As indicated at 322, the process 300 further involves the mobile device 206 receiving from the lending user 202 a request to send an app-lend notification to the borrowing user 204 whose contact information was previously selected or inputted. Here, as illustrated in FIG. 5, the user may select a “lend app” button 424 provided on the user interface 418 to request that the mobile device 206 send the app-lend notification. As indicated at 328, the app-lend notification is sent to the mobile device 208 of the borrowing user 204. According to an embodiment, the mobile device 206 of the lending user 202 sends the app-lend notification to the mobile device 208 of the borrowing user 204 via the network 214 using near field communications capability or short-range communications capability, such as RFID, Bluetooth™, infra-red, or other data transfer capability that can be used to exchange data between mobile devices. This type of data transfer is sometimes referred to as “bumping.” According to other embodiments, the mobile device 206 of the lending user 202 sends the app-lend notification to the mobile device 208 of the borrowing user 204 via the network 212. For example, the app-lend notification may be sent in the form of an SMS message or any other suitable format via a cellular network. Also, for example, the mobile device 206 of the lending user 202 may send the app-lend notification to the mobile device 208 of the borrowing user 204 by way of the application sending system 200. For example, the mobile device 206 may send the app-lend notification to the application lending system 200, which processes and sends the app-lend notification to the mobile device 208 via the network 212.

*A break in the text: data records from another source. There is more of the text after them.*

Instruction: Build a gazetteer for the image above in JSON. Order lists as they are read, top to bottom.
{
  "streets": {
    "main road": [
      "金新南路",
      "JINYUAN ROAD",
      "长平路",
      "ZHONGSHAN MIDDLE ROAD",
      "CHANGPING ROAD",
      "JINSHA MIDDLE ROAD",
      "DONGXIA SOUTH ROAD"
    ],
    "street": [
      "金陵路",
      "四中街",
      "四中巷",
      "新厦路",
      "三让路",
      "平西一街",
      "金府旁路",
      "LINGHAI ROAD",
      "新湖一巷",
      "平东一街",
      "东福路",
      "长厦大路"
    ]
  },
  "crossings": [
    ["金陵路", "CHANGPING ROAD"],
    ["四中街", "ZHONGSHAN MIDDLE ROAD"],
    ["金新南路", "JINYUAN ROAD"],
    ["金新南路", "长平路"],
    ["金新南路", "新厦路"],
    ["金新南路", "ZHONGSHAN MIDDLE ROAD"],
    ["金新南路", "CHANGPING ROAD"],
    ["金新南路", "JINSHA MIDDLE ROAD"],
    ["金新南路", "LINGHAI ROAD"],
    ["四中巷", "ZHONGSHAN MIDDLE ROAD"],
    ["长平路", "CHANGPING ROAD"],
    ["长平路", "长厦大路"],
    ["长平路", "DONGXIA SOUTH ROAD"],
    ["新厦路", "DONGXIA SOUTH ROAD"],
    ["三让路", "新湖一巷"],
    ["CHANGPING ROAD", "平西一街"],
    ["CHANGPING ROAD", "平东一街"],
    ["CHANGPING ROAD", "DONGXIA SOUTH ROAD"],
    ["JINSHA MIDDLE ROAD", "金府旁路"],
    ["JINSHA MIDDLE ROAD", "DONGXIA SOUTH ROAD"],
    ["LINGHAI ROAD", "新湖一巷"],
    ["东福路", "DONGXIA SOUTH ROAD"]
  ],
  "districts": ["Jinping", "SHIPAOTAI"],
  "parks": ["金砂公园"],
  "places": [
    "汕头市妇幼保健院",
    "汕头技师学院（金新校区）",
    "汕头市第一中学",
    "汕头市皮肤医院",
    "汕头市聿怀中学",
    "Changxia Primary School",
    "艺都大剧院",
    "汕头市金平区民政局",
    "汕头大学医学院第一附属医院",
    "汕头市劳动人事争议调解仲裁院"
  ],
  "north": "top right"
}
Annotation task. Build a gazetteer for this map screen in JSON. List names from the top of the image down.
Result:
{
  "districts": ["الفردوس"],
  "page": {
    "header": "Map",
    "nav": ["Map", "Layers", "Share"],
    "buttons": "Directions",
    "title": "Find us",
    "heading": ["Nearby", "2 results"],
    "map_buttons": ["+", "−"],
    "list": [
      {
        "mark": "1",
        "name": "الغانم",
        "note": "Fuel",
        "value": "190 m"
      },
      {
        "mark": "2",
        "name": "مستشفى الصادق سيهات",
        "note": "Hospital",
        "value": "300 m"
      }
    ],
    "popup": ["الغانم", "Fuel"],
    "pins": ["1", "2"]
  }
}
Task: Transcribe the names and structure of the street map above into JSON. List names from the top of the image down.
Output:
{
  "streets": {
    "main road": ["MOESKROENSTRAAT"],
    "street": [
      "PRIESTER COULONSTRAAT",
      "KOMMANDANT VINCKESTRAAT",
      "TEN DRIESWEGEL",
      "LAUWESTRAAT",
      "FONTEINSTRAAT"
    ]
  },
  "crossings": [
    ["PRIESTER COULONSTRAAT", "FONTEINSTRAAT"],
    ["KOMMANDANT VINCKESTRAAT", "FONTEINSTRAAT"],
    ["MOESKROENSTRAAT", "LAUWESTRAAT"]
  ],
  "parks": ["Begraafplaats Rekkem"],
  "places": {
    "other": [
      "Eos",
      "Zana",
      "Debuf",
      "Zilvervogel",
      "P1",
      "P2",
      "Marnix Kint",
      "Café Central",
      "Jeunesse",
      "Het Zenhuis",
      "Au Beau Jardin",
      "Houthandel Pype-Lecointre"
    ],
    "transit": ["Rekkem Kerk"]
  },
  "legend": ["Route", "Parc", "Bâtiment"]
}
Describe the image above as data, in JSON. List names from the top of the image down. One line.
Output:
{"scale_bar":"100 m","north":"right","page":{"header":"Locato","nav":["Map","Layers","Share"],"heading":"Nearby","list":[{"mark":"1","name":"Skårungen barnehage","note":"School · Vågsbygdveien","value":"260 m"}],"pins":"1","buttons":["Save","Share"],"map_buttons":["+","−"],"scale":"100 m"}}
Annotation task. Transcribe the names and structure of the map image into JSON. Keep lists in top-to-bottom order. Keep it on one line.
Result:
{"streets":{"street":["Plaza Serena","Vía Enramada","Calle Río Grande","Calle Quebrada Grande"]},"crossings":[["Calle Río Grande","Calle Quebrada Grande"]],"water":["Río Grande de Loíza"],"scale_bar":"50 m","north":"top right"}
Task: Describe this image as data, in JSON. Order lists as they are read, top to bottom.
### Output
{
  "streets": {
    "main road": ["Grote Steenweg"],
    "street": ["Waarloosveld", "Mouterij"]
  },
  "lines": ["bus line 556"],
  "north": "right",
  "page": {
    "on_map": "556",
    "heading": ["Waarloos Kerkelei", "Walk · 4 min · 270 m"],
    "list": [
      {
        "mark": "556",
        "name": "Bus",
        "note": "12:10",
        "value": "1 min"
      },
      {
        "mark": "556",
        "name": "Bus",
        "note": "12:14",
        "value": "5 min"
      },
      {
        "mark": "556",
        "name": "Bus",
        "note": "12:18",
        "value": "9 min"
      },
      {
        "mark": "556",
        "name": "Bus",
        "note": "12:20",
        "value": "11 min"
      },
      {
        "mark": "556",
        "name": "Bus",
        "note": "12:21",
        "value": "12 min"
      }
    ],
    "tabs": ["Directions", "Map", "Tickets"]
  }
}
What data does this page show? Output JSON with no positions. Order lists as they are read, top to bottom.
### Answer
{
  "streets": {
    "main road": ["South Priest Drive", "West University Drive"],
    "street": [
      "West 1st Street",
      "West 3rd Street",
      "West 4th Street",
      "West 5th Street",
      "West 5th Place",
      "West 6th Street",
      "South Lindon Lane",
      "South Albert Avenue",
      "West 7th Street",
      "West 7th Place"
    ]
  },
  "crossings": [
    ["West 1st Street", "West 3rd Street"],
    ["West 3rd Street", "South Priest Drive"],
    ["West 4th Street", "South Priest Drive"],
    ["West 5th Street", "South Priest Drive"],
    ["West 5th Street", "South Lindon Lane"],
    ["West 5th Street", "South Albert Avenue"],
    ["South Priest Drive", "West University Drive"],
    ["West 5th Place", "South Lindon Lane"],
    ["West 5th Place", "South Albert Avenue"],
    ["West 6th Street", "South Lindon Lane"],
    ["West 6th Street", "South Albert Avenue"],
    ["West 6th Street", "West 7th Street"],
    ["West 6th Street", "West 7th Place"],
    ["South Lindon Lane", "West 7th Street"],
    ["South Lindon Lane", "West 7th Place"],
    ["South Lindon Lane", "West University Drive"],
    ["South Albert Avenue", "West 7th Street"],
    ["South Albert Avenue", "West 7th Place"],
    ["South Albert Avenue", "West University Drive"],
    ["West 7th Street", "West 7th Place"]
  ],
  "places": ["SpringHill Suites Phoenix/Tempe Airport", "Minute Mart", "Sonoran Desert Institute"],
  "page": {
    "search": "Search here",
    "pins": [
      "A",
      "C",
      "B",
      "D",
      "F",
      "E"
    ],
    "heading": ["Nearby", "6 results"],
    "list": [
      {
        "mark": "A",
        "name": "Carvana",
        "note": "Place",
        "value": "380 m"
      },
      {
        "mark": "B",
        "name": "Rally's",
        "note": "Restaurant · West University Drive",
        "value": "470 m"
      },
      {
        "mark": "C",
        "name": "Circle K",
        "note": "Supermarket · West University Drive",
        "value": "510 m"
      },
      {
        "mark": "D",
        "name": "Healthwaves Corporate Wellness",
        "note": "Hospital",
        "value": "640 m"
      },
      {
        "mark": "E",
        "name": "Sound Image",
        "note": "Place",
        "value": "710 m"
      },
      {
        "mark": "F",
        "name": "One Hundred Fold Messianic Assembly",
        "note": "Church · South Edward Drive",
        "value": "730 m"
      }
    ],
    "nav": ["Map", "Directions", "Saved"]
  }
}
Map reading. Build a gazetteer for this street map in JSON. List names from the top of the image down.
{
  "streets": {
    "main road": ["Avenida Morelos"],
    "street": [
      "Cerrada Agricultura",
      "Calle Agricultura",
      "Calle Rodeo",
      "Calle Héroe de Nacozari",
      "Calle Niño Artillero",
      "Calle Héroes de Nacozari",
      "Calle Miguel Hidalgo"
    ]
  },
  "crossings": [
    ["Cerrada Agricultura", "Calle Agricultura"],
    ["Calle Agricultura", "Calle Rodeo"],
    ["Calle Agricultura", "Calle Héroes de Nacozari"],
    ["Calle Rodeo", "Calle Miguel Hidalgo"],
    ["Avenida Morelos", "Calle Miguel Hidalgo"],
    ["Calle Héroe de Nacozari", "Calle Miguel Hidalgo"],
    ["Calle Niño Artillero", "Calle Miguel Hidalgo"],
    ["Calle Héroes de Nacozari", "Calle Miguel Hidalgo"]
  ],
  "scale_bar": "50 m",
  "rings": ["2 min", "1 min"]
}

FIG. 6 provides a flow diagram illustrating an example process 600 whereby the app-lend notification is received by the mobile device 208 of the borrowing user 204 and the application is downloaded from the application lending system 200 to the mobile device 208, in accordance with at least one embodiment. The process 600 will be described with reference to FIGS. 7 and 8. FIG. 7 is a schematic diagram illustrating an example user interface 704 that displayed on the mobile device 208 of the borrowing user 204 and gives notice that the lending user 202 would like to lend an application to the borrowing user, in accordance with at least one embodiment. FIG. 8 is a schematic diagram illustrating an example user interface 804 that prompts the borrowing user 204 to accept or decline an offer to borrow an application from the lending user 202, in accordance with at least one embodiment.

As indicated at 604, the process 600 generally begins by receiving an app-lend notification. Here, as described above, the mobile device 208 of the borrowing user 204 receives the app-lend notification directly from the mobile device 206 of the lending user 202 or from the mobile device 206 by way of the application lending system 200. At 610, the mobile device 208 presents notice of the app-lend notification to the borrowing user 204 and gives the borrowing user 204 the option of viewing details about the application and/or the offer to lend the application. For example, at 610, the mobile device 208 presents a popup window 710 via the interface 704. The popup window 710 indicates the name of the lending user 202 who sent the app-lend notification and the name of the application that is being offered. Further, the popup window 710 provides a “close” button 716 and a “view” button 720. If the borrowing user 204 selects the close button 716, then the app-lend notification is ignored, the popup window 710 disappears, and the mobile device 208 resumes normal operation. On the other hand, if the borrowing user 204 selects the view button 720, then the mobile device 208 provides the interface 804 of FIG. 8.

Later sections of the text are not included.